Why Rheumatologists Should Focus on Patients’ Cardiovascular Health

Watching Pablo Sandoval’s belly burst his belt buckle on live TV during a recent Red Sox game got me thinking about the link between obesity and metabolic syndrome.
David Lee/shutterstock.com

Baseball is a great sport. It’s fascinating to watch the evolving duel between pitcher and batter. As the former employs their remarkably powerful and versatile rotator cuff and forearm flexor muscles to hurl blazing pitches, the latter engages their exceptionally honed hand–eye neural link to make contact with the ball. Baseball is the ultimate summertime sport: a slow-moving, drawn-out affair punctuated by the occasional hit or the occasional calamity. Consider what recently occurred when a hefty batter took a massive swing that not only failed to connect with the ball, but resulted in the strong torque forces bursting his belt buckle in front of 49,000 fans. This recent embarrassing mishap brought considerable unwanted attention to the player’s rather portly belly.¹ Fortunately for the batter, the recently acquired Boston Red Sox third baseman Pablo Sandoval, his pants did not fall down.

Mr. Sandoval has struggled with weight issues for most of his career, but when he became a free agent last fall, the Red Sox wasted no time in signing him to a multi-year, $95 million contract. After all, there is a long history of overweight ballplayers being successful at their craft, including the immortal Babe Ruth and the incredibly talented pitcher, C.C. Sabathia. Perhaps the team should have consulted with a nutritionist, because Mr. Sandoval is known to have a penchant for overeating.² The issue of his weight and its effect on his lackluster performance this year dogged him until a few weeks ago when he suffered a season-ending labral tear in his shoulder.

Pablo Sandoval’s story serves as a not-so-gentle reminder of the pervasive nature of the obesity epidemic that, save for Africa, has spread to every corner of the globe. As obesity rates continue to steadily rise, its perils, along with those of its fellow traveler, the metabolic syndrome, have arrived at our clinics and hospital wards in full force. The hazardous triad of the metabolic syndrome—hypertension, dyslipidemia and insulin resistance—were formerly considered to be medical issues that rested solely within the purview of the endocrinologist or the cardiologist. Rheumatologists were preoccupied with other pressing matters, such as dealing with the active inflammation that was steadily destroying our patients’ joints and damaging other critical tissues.

However, the tide began to slowly turn some years ago, as epidemiologic studies bore out what many of us in practice had already observed: a strikingly high number of our patients succumbed to heart disease and other vascular complications. In the earlier days of rheumatology, the debility caused by our illnesses, the necrotic skin, the infected nodules, the scarred lungs, coupled with the frequent use of corticosteroids and the limited repertoire of antibiotics available to combat microorganisms, enabled many infections to become fatal. With better overall medical care, thankfully, deadly infections have become rare and, like the rest of the population, morbidity and mortality related to cardiovascular causes have assumed top billing in the rheumatology clinic.

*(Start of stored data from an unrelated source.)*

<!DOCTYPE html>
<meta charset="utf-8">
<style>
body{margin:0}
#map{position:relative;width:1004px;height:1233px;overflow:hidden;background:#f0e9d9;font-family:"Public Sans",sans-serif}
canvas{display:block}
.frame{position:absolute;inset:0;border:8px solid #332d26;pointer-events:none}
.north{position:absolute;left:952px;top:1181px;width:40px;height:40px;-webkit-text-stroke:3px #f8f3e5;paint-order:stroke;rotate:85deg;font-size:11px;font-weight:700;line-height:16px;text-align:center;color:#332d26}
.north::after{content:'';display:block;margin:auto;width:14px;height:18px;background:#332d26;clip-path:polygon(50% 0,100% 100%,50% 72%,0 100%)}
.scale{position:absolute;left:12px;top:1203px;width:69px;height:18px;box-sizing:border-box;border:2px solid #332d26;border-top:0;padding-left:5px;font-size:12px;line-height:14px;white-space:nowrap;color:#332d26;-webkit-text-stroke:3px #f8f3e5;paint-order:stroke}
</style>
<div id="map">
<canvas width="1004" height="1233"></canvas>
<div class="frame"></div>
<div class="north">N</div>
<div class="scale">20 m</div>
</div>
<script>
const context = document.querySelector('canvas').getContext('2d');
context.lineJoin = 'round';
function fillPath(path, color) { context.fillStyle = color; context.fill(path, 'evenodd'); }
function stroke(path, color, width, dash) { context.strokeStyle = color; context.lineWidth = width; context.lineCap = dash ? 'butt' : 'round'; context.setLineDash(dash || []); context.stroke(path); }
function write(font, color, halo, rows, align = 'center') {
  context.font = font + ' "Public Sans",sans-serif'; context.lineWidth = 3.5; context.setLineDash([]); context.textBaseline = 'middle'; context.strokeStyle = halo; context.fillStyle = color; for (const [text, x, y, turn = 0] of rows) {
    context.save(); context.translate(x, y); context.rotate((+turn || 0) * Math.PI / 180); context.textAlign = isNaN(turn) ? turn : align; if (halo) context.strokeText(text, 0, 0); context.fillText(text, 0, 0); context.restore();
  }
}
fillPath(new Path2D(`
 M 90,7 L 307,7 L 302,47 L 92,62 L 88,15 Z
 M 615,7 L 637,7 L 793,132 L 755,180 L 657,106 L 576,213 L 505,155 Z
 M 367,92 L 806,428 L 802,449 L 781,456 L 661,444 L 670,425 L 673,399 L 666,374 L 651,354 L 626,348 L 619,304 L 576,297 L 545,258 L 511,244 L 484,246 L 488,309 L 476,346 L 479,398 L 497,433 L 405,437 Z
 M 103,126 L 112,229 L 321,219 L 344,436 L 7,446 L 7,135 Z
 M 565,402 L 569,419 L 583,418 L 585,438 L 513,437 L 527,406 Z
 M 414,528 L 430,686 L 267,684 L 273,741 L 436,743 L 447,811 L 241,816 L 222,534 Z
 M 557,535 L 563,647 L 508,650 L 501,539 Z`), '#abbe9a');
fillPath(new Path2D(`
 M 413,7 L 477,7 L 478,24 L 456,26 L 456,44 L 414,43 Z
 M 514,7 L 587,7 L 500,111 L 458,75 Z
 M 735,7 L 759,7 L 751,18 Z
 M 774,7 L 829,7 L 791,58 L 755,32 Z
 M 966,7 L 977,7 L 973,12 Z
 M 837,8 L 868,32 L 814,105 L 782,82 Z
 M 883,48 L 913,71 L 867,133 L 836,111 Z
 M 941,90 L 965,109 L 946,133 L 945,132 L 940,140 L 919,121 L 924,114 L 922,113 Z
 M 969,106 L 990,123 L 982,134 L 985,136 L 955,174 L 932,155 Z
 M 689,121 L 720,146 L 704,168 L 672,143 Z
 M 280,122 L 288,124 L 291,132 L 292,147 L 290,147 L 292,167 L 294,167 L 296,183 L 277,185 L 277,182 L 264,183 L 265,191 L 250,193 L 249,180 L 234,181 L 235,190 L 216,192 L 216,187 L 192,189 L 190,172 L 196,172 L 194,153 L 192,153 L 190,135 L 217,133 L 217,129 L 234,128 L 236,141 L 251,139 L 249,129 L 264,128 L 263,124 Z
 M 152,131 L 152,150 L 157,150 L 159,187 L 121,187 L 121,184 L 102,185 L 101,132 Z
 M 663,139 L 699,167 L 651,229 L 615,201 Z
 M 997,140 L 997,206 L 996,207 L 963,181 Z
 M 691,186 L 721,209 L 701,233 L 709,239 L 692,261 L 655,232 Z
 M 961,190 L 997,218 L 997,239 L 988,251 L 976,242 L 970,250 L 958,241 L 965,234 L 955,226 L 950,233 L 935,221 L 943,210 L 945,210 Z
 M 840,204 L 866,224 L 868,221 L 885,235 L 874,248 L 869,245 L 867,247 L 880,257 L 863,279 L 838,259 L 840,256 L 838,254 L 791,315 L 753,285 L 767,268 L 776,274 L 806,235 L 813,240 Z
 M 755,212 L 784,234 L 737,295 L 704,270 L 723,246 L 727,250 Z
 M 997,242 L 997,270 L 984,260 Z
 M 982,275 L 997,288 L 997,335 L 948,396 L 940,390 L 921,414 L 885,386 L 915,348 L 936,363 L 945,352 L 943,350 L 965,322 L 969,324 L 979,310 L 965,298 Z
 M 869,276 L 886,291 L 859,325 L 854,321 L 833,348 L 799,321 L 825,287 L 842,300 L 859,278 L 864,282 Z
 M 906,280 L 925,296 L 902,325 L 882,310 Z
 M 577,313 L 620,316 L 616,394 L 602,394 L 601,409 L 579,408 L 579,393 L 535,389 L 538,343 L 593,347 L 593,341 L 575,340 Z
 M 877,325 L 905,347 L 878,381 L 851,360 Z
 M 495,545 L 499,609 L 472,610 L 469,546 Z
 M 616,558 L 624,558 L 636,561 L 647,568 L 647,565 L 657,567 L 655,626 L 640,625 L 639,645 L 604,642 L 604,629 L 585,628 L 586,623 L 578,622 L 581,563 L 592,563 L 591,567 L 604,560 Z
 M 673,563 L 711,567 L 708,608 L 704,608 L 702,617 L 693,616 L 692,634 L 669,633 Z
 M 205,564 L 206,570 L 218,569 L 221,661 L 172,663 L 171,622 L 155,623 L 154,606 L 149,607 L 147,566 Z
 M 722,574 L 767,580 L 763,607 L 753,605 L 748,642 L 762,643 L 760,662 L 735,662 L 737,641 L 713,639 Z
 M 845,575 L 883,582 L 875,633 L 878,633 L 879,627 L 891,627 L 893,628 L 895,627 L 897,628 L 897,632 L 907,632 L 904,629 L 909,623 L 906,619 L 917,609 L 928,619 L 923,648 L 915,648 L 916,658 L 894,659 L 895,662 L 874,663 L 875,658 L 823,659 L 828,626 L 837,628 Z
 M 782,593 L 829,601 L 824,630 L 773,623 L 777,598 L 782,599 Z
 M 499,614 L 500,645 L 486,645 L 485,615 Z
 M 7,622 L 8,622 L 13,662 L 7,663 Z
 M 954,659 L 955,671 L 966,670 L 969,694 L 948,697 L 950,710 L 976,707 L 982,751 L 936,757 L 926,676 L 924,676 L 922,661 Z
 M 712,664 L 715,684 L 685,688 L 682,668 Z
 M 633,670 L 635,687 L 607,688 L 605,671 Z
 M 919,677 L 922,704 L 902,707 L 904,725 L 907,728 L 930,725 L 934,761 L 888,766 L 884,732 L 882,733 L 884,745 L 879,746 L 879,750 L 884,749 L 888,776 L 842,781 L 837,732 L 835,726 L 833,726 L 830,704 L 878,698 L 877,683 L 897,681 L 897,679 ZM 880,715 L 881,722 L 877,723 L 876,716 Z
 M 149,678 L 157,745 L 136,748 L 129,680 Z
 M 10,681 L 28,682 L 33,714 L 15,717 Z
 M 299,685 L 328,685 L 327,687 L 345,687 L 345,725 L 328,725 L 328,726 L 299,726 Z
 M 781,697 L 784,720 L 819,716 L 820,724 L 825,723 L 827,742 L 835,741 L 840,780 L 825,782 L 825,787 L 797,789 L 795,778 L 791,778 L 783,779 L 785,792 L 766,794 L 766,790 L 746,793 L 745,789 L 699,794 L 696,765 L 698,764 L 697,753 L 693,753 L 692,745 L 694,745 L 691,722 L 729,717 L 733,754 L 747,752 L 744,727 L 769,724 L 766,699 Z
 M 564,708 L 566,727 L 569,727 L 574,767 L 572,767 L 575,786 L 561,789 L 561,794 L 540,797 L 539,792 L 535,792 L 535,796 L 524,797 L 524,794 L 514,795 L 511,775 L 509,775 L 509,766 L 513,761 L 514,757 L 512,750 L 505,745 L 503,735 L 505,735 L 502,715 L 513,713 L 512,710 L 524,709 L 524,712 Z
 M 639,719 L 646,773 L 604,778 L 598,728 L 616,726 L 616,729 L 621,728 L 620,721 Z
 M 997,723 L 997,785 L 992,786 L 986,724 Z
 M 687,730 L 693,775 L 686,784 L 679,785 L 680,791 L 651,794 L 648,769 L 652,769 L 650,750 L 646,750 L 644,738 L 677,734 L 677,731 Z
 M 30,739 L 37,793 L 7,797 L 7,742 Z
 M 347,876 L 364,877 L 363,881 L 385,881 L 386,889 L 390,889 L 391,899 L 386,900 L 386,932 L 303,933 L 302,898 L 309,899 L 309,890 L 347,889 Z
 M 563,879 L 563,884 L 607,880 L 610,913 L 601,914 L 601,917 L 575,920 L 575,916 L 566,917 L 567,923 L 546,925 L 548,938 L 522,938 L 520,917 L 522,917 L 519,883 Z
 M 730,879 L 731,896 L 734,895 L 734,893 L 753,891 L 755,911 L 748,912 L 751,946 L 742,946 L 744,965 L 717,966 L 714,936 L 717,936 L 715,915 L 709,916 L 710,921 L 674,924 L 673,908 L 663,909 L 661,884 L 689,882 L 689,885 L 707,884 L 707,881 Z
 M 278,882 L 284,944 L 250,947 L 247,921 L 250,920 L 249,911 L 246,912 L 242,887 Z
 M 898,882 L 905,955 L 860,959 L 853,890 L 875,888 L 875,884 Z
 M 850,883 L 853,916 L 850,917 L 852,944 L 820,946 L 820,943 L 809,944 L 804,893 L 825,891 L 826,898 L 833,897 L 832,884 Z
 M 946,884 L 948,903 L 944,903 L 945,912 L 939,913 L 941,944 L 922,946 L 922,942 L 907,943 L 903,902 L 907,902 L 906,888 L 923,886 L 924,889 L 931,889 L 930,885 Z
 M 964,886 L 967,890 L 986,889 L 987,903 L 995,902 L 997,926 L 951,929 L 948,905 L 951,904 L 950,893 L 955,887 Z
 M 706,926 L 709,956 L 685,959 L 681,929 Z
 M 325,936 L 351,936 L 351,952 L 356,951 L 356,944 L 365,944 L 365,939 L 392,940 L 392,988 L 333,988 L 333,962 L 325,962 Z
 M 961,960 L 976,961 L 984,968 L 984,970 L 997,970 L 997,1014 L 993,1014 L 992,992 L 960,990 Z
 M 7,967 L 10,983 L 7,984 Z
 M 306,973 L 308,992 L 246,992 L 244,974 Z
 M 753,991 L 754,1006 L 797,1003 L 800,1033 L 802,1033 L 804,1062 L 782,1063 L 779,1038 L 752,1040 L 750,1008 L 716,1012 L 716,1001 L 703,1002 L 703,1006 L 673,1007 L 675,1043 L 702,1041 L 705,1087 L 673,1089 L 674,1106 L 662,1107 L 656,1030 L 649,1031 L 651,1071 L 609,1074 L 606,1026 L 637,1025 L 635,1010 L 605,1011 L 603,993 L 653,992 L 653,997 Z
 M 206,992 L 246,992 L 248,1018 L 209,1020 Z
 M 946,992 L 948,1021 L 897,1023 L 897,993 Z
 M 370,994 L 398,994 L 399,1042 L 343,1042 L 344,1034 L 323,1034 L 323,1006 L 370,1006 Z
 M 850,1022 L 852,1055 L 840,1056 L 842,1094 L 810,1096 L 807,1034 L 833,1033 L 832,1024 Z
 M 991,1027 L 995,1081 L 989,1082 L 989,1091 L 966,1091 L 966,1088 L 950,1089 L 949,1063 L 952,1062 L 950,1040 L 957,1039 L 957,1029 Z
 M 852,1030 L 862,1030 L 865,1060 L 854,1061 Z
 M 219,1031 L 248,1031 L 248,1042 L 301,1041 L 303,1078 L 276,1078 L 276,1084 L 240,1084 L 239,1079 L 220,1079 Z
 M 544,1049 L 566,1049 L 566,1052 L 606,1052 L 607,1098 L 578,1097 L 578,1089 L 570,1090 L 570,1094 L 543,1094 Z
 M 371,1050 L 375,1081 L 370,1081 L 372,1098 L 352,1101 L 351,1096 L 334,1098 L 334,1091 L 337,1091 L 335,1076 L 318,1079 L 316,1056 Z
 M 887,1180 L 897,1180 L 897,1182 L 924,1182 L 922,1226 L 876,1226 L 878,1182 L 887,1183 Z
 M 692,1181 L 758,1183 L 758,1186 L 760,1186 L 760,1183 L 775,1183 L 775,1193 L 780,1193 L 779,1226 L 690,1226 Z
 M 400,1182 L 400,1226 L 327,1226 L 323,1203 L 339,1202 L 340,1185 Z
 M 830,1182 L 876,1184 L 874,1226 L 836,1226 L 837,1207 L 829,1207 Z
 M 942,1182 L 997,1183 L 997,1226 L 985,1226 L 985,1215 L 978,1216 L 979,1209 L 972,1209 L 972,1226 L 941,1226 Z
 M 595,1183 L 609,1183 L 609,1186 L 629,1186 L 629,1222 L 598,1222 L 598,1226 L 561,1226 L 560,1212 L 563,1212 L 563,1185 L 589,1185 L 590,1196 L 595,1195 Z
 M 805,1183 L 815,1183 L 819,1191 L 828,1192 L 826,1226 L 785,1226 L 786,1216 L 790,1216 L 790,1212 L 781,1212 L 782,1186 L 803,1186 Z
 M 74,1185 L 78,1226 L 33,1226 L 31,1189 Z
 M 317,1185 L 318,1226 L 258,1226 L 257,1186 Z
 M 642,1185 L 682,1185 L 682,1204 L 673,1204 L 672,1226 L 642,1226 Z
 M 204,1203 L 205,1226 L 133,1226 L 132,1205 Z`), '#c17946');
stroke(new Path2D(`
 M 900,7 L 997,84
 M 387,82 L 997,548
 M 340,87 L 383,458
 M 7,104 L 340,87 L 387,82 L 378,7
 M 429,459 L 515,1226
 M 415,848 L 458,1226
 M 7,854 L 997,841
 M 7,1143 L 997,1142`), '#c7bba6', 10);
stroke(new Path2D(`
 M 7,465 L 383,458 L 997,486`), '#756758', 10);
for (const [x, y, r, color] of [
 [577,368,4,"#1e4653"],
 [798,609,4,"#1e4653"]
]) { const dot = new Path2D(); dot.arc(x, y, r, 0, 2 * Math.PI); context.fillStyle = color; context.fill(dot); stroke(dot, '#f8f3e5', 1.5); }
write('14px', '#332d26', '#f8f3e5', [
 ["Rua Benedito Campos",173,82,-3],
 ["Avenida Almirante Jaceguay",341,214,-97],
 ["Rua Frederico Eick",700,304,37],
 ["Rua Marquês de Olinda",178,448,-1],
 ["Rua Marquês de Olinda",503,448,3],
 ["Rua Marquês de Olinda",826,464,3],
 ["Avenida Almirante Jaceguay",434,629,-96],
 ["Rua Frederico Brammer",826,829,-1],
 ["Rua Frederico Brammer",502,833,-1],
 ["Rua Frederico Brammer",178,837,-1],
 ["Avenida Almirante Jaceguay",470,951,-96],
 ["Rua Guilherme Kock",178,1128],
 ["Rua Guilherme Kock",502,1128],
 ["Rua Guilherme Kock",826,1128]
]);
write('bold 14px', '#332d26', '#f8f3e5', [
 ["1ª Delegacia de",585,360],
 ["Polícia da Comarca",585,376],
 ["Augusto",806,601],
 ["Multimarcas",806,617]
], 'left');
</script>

Cholesterol: A Brief History

From a practical standpoint, it can be challenging for many of us to assume the management of the conditions that contribute to the metabolic syndrome. Yes, we all routinely measure and record blood pressures, but most rheumatology practices are not focused on treating hypertension. For similar reasons, though some of us may keep tabs on a patient’s hemoglobin A1C level, diabetes is a complex disease and its proper management belongs with their endocrinologist or primary care doctor. But getting involved in managing our patients’ hyperlipidemia may be more feasible. First, it is easy to measure and follow a patient’s lipid levels. Second, generic statin drugs are cheap and readily available without the need for prior authorization. Third, we are well versed in managing two of the most common statin-drug-induced side effects, myalgia and elevated liver enzymes.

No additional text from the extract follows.